YOUR ASSIGNMENT - Pictures must be left out. Print the lines from the beginning of the material through the line holding "solid #fff;border-radius:50%;background:#1a73e8;box-shadow:0 0", exactly and nothing else.

○ ○ ○ ○ ○ ○ ○

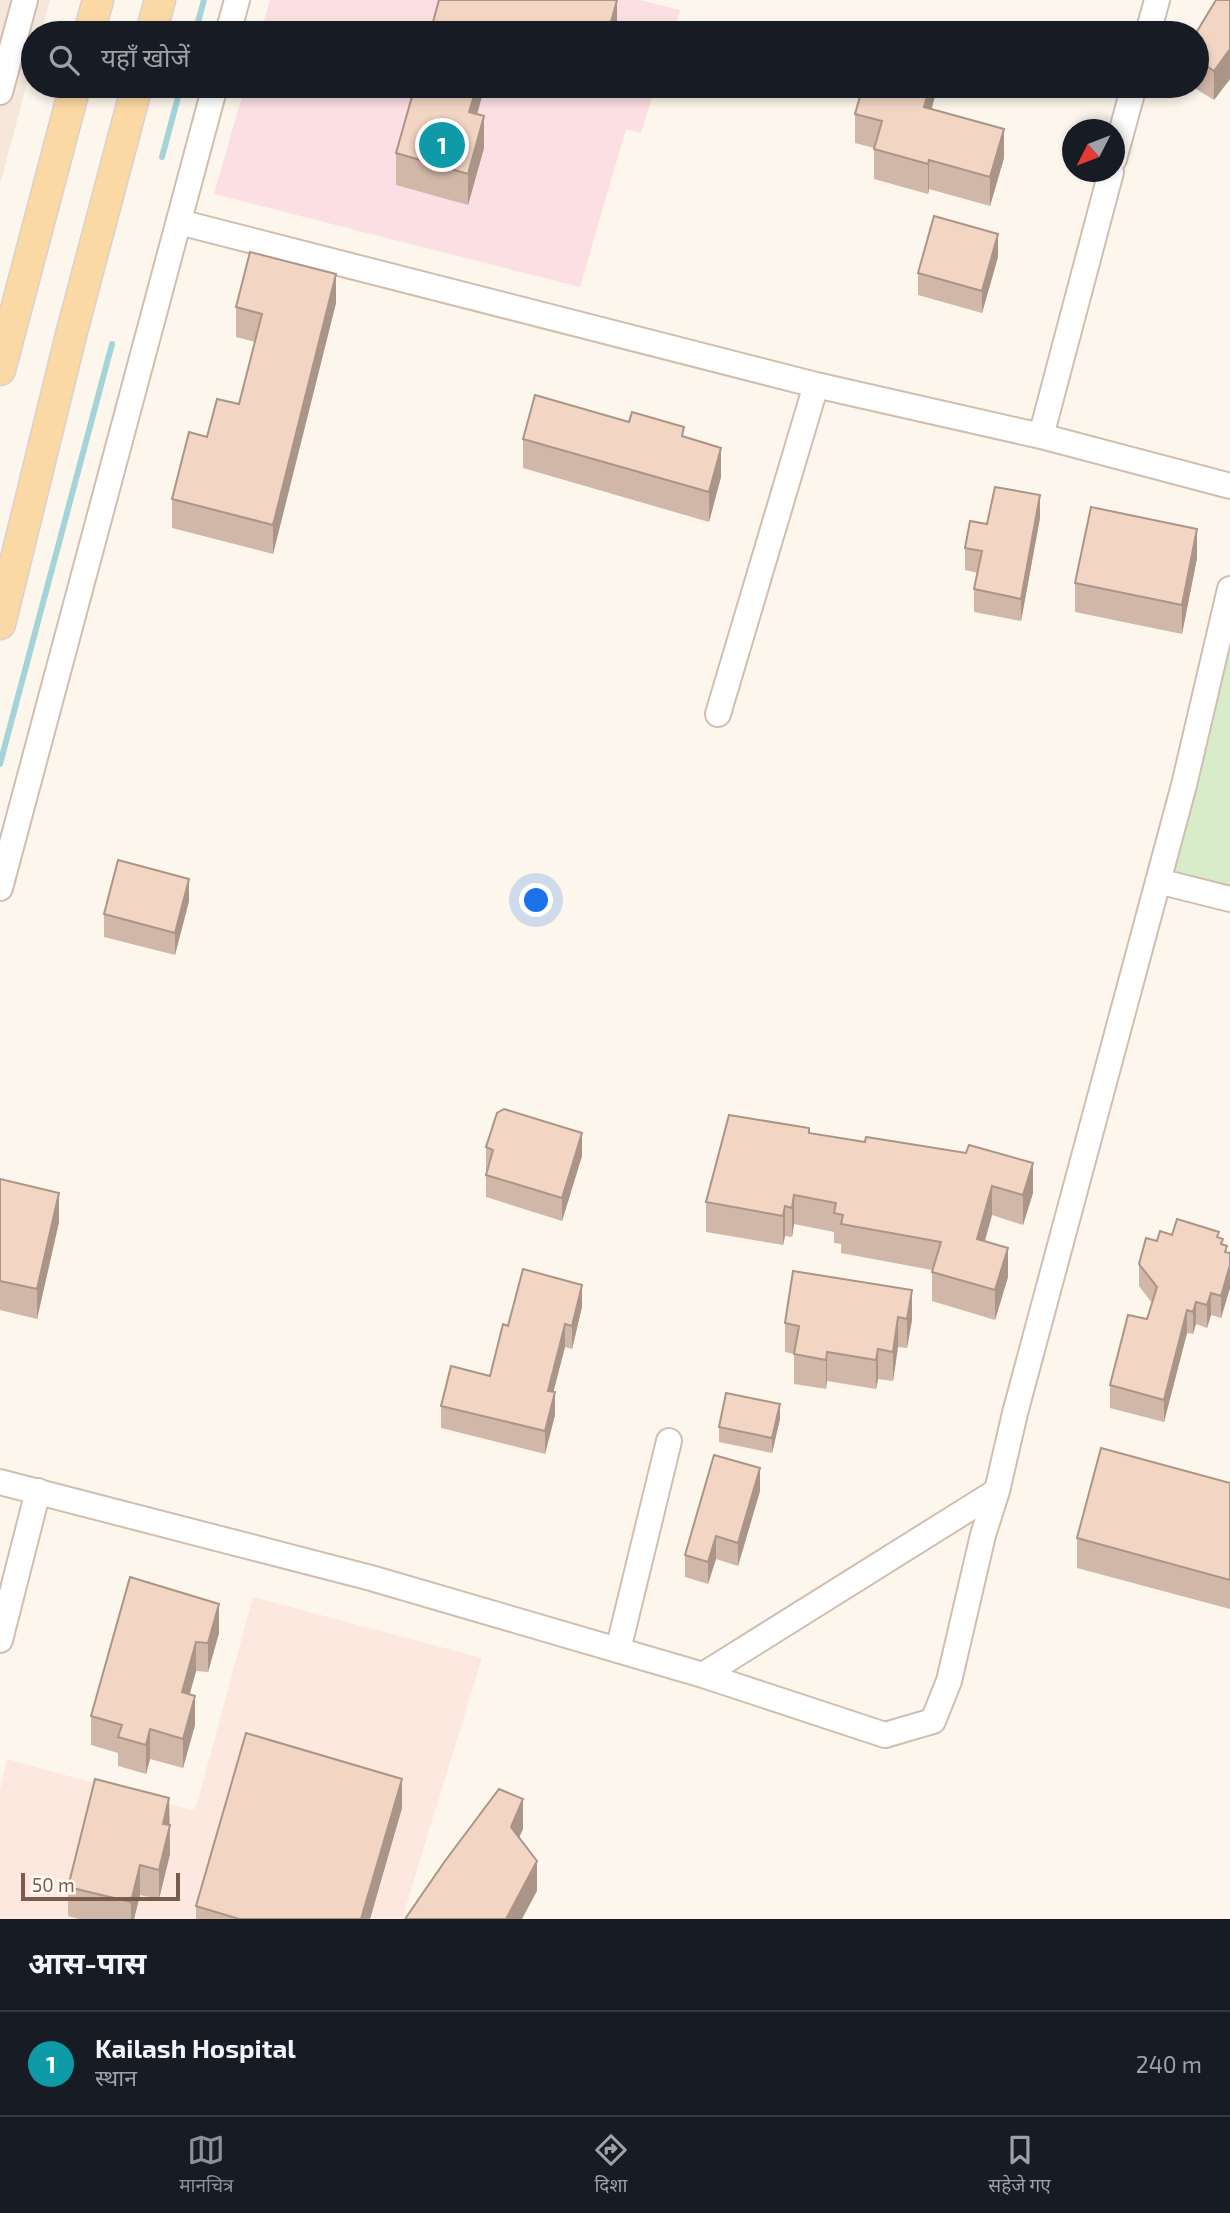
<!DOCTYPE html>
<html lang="hi">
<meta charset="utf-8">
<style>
body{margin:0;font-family:"Exo 2","Noto Sans Devanagari",sans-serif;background:#242831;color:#f1f3f6}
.compass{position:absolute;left:1062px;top:119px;width:63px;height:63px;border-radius:50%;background:#171b24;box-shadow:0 4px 10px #0003;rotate:228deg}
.scale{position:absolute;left:21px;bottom:18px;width:159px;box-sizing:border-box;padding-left:7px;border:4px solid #7a5c4d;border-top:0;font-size:19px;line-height:24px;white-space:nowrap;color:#7a5c4d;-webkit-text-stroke:5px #fffaf3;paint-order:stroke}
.you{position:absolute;left:537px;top:901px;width:24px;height:24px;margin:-18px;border:5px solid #fff;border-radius:50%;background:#1a73e8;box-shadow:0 0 0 10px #1a73e833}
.badge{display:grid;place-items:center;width:46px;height:46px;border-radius:50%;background:#8c9099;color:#fff;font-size:23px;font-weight:700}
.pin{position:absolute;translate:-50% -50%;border:4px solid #fff;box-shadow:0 2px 7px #0006}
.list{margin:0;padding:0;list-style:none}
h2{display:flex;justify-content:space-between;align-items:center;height:91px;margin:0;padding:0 28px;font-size:30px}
h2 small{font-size:23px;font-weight:400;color:#9ea1a6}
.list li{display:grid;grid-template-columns:46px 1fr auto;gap:21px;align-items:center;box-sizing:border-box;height:105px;padding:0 28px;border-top:2px solid #363941}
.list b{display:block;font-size:26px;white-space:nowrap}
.list p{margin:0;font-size:23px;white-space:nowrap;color:#9ea1a6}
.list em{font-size:23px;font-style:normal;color:#9ea1a6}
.icon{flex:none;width:38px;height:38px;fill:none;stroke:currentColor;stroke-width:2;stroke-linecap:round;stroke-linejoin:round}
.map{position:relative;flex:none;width:1230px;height:1919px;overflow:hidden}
.search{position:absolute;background:#171b24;box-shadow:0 4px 10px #0003;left:21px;right:21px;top:21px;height:77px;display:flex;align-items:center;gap:18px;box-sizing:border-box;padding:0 24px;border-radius:38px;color:#9ea1a6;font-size:26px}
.sheet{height:196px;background:#171b24}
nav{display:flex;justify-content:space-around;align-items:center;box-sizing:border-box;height:98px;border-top:2px solid #363941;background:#171b24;font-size:19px;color:#9ea1a6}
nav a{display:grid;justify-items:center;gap:4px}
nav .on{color:#8c9099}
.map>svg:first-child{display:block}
</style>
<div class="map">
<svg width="1230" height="1919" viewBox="0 0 1230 1919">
<rect width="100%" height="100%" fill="#fdf6ec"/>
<path fill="#f5e8da" d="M 0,0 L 50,0 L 41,33 L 33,33 L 33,61 L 0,184 Z"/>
<path fill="#fde8e0" d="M 253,1597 L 482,1658 L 402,1919 L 0,1919 L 0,1790 L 7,1759 L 195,1811 Z"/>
<path fill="#fbdfe3" d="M 270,0 L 640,0 L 680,10 L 673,33 L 260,33 Z
M 245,86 L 656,86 L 641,133 L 626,129 L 580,287 L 214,194 Z"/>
<path fill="#d8ecc9" d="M 1230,589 L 1230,899 L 1158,881 Z"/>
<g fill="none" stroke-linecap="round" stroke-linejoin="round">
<path stroke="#a5d3da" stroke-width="6" d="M 195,33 L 204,0
M 162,157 L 181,86
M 0,764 L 112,344"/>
<g stroke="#d1beb0" stroke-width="28">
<path id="minor" d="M 228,33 L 237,0
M 1148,33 L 1157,0
M 0,92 L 25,0
M 1114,159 L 1134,86
M 179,222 L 816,385 L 1041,436 L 1230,486
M 1041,436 L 1111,172
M 718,714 L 816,385
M 1158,881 L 1230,899
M 0,888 L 215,86
M 0,1482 L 371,1578 L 703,1675 L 885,1735 L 933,1721 L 949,1681 L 983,1535 L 997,1491 L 1015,1413 L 1184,785 L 1230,589
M 0,1640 L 38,1491
M 618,1650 L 669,1441
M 703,1675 L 997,1491"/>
</g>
<g stroke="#dad1cd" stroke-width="33">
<path id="major" d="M 89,33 L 98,0
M 151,33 L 160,0
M 0,370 L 75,86
M 0,624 L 71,335 L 137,86"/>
</g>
<use href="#minor" stroke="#fff" stroke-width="24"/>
<use href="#major" stroke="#fbd9a5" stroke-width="30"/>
</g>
<path fill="#d1b7a8" d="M 1230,0 L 1230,79 L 1214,100 L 1191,86 L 1197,86 L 1197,33 Z
M 563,86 L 602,86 L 599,96 Z
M 863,86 L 938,86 L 931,109 L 1004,158 L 990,206 L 929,189 L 928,194 L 874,179 L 874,148 L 855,143 L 855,114 Z
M 477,114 L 484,148 L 468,205 L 396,185 L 396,153 Z
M 998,257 L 982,313 L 918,295 L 918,273 Z
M 336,303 L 273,554 L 172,528 L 172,499 L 207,437 L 239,404 L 255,342 L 236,337 L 236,307 Z
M 629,422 L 684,437 L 721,477 L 709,522 L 523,468 L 523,439 Z
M 1040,518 L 1021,621 L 974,612 L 974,589 L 978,573 L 965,570 L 965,548 L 987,524 Z
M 1197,558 L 1182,634 L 1075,612 L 1075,583 Z
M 189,901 L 175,955 L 104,937 L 104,914 Z
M 809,1133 L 1033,1193 L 1023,1225 L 992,1215 L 985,1241 L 1008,1277 L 995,1320 L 932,1301 L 932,1270 L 841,1253 L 841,1244 L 834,1243 L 834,1232 L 794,1224 L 792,1237 L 785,1236 L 783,1245 L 706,1232 L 706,1202 Z
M 486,1147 L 582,1156 L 562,1221 L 486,1197 L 486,1175 L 487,1170 L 486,1170 Z
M 0,1179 L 59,1222 L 37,1319 L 0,1310 Z
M 1172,1235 L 1219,1238 L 1227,1253 L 1230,1253 L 1230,1288 L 1221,1318 L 1211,1315 L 1207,1328 L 1196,1324 L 1193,1334 L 1187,1333 L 1164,1422 L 1110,1408 L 1110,1385 L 1147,1319 L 1152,1303 L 1139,1286 L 1139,1264 L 1157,1241 Z
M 793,1271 L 912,1320 L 907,1348 L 898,1347 L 893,1381 L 878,1379 L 876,1389 L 827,1381 L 826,1389 L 794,1384 L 794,1354 L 785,1352 L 785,1323 Z
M 582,1307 L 572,1349 L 565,1347 L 553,1392 L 555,1415 L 545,1454 L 441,1428 L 441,1406 L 490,1376 L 508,1326 Z
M 780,1419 L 772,1453 L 719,1442 L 719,1427 Z
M 1230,1483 L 1230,1609 L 1077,1568 L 1077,1538 Z
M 760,1491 L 738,1566 L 716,1559 L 708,1584 L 685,1577 L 685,1555 Z
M 130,1577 L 219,1633 L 208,1672 L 196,1671 L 190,1694 L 195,1725 L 183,1768 L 150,1759 L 146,1774 L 118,1766 L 118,1753 L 91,1745 L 91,1716 Z
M 169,1798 L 170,1854 L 159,1899 L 140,1895 L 134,1919 L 79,1919 L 68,1916 L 68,1887 Z
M 402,1808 L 370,1919 L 196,1919 L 196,1906 Z"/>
<path fill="#aa9588" d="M 617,0 L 617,33 L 608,33 Z
M 1230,49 L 1230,79 L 1214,100 L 1214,71 Z
M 477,86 L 485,86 L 469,143 L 469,112 Z
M 930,86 L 938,86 L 924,136 L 924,107 Z
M 484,116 L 484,148 L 468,205 L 468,174 Z
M 1004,129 L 1004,158 L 990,206 L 990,177 Z
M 929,160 L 929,189 L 928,194 L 928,164 Z
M 998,234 L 998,257 L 982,313 L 982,291 Z
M 336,274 L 336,303 L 273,554 L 273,525 Z
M 721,448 L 721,477 L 709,522 L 709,492 Z
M 1040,495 L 1040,518 L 1021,621 L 1021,599 Z
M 1197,529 L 1197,558 L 1182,634 L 1182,605 Z
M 189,879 L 189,901 L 175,955 L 175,933 Z
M 582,1133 L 582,1156 L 562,1221 L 562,1198 Z
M 1033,1163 L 1033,1193 L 1023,1225 L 1023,1195 Z
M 992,1186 L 992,1215 L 977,1268 L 977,1239 Z
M 59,1193 L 59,1222 L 37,1319 L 37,1289 Z
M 794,1195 L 794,1224 L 792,1237 L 792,1208 Z
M 785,1206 L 785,1236 L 783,1245 L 783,1216 Z
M 1008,1248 L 1008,1277 L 995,1320 L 995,1290 Z
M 1230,1265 L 1230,1288 L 1221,1318 L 1221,1296 Z
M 582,1285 L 582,1307 L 572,1349 L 572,1326 Z
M 912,1290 L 912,1320 L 907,1348 L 907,1319 Z
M 1211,1293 L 1211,1315 L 1207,1328 L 1207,1305 Z
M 1196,1302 L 1196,1324 L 1193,1334 L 1193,1312 Z
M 1187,1310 L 1187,1333 L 1164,1422 L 1164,1400 Z
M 898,1317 L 898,1347 L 893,1381 L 893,1352 Z
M 565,1324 L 565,1347 L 548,1413 L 548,1391 Z
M 878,1349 L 878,1379 L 876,1389 L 876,1360 Z
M 827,1352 L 827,1381 L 826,1389 L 826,1360 Z
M 555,1392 L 555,1415 L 545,1454 L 545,1431 Z
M 780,1404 L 780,1419 L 772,1453 L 772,1438 Z
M 760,1468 L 760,1491 L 738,1566 L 738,1543 Z
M 716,1536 L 716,1559 L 708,1584 L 708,1562 Z
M 219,1604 L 219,1633 L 208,1672 L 208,1643 Z
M 196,1642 L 196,1671 L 182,1721 L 182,1692 Z
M 195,1696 L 195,1725 L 183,1768 L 183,1739 Z
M 150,1729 L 150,1759 L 146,1774 L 146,1745 Z
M 402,1779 L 402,1808 L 370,1919 L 361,1919 Z
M 169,1798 L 170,1854 L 159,1899 L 159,1870 L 163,1824 Z
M 523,1799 L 523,1829 L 511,1856 L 511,1827 Z
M 537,1861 L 537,1891 L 522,1919 L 506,1919 Z
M 140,1865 L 140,1895 L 134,1919 L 131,1919 L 131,1902 Z"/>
<path fill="#f3d5c3" stroke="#aa9588" stroke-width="2" d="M 439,0 L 617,0 L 608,33 L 430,33 Z
M 1216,0 L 1230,0 L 1230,49 L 1214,71 L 1197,60 L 1196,33 Z
M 415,86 L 477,86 L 469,112 L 484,116 L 468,174 L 396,153 Z
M 863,86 L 930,86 L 924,107 L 1004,129 L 990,177 L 929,160 L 928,164 L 874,149 L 882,121 L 855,114 Z
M 934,216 L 998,234 L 982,291 L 918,273 Z
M 250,252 L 336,274 L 273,525 L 172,499 L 189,432 L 207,437 L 217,399 L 239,404 L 262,314 L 236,307 Z
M 535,395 L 629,422 L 632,412 L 684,427 L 682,436 L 721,448 L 709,492 L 523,439 Z
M 995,487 L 1040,495 L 1021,599 L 974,589 L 982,551 L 965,548 L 970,521 L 987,524 Z
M 1091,507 L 1197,529 L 1182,605 L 1075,583 Z
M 118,860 L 189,879 L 175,933 L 104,914 Z
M 504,1109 L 582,1133 L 562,1198 L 486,1175 L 493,1150 L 486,1147 L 497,1113 Z
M 729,1115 L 809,1128 L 809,1133 L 865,1142 L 866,1137 L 966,1153 L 969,1145 L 1033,1163 L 1023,1195 L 992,1186 L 977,1239 L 1008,1248 L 995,1290 L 932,1272 L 941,1242 L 841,1224 L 843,1215 L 834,1213 L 836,1203 L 794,1195 L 792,1208 L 785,1206 L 783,1216 L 706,1202 Z
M 0,1179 L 59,1193 L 37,1289 L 0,1281 Z
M 1177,1219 L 1219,1232 L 1217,1237 L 1223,1239 L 1221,1244 L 1227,1246 L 1225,1252 L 1230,1253 L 1230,1265 L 1221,1296 L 1211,1293 L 1207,1305 L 1196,1302 L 1193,1312 L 1187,1310 L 1164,1400 L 1110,1385 L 1128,1315 L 1147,1319 L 1157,1287 L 1139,1264 L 1146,1238 L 1157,1241 L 1160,1231 L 1172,1235 Z
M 523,1269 L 582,1285 L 572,1326 L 565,1324 L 548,1391 L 555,1392 L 545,1431 L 441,1406 L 451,1366 L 490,1376 L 503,1324 L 508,1326 Z
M 793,1271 L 912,1290 L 907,1319 L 898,1317 L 893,1352 L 878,1349 L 876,1360 L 827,1352 L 826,1360 L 794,1354 L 799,1326 L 785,1323 Z
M 726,1393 L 780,1404 L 772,1438 L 719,1427 Z
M 1101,1448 L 1230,1483 L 1230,1580 L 1077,1538 Z
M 714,1455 L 760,1468 L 738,1543 L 716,1536 L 708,1562 L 685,1555 Z
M 130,1577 L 219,1604 L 208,1643 L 196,1642 L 182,1692 L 195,1696 L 183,1739 L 150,1729 L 146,1745 L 118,1737 L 122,1725 L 91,1716 Z
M 246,1733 L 402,1779 L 361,1919 L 239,1919 L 196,1906 Z
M 95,1779 L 169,1798 L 163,1824 L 170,1825 L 159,1870 L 140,1865 L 131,1902 L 68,1887 Z
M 499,1789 L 523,1799 L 511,1827 L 537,1861 L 506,1919 L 405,1919 L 445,1861 Z"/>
</svg>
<svg class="compass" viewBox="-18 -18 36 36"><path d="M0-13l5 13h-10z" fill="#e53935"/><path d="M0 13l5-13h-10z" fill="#9ea1a6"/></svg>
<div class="scale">50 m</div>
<div class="you"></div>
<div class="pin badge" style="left:442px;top:145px;background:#0f9aa8">1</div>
<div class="search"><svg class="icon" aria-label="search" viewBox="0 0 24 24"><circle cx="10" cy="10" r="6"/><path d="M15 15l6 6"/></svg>यहाँ खोजें</div>
</div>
<section class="sheet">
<h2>आस-पास<small></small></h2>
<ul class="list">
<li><span class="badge" style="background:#0f9aa8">1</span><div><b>Kailash Hospital</b><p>स्थान</p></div><em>240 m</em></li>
</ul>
</section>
<nav>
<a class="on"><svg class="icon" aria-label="map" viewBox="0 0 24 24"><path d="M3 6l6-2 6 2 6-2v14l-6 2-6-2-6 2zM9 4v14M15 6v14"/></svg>मानचित्र</a>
<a><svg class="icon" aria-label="directions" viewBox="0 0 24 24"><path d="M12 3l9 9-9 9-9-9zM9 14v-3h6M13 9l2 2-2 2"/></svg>दिशा</a>
<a><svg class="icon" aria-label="saved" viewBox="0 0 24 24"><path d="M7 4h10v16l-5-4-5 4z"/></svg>सहेजे गए</a>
</nav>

○ ○ ○ ○ ○ ○ ○

SOLUTION BELOW -
<!DOCTYPE html>
<html lang="hi">
<meta charset="utf-8">
<style>
body{margin:0;font-family:"Exo 2","Noto Sans Devanagari",sans-serif;background:#242831;color:#f1f3f6}
.compass{position:absolute;left:1062px;top:119px;width:63px;height:63px;border-radius:50%;background:#171b24;box-shadow:0 4px 10px #0003;rotate:228deg}
.scale{position:absolute;left:21px;bottom:18px;width:159px;box-sizing:border-box;padding-left:7px;border:4px solid #7a5c4d;border-top:0;font-size:19px;line-height:24px;white-space:nowrap;color:#7a5c4d;-webkit-text-stroke:5px #fffaf3;paint-order:stroke}
.you{position:absolute;left:537px;top:901px;width:24px;height:24px;margin:-18px;border:5px solid #fff;border-radius:50%;background:#1a73e8;box-shadow:0 0 0 10px #1a73e833}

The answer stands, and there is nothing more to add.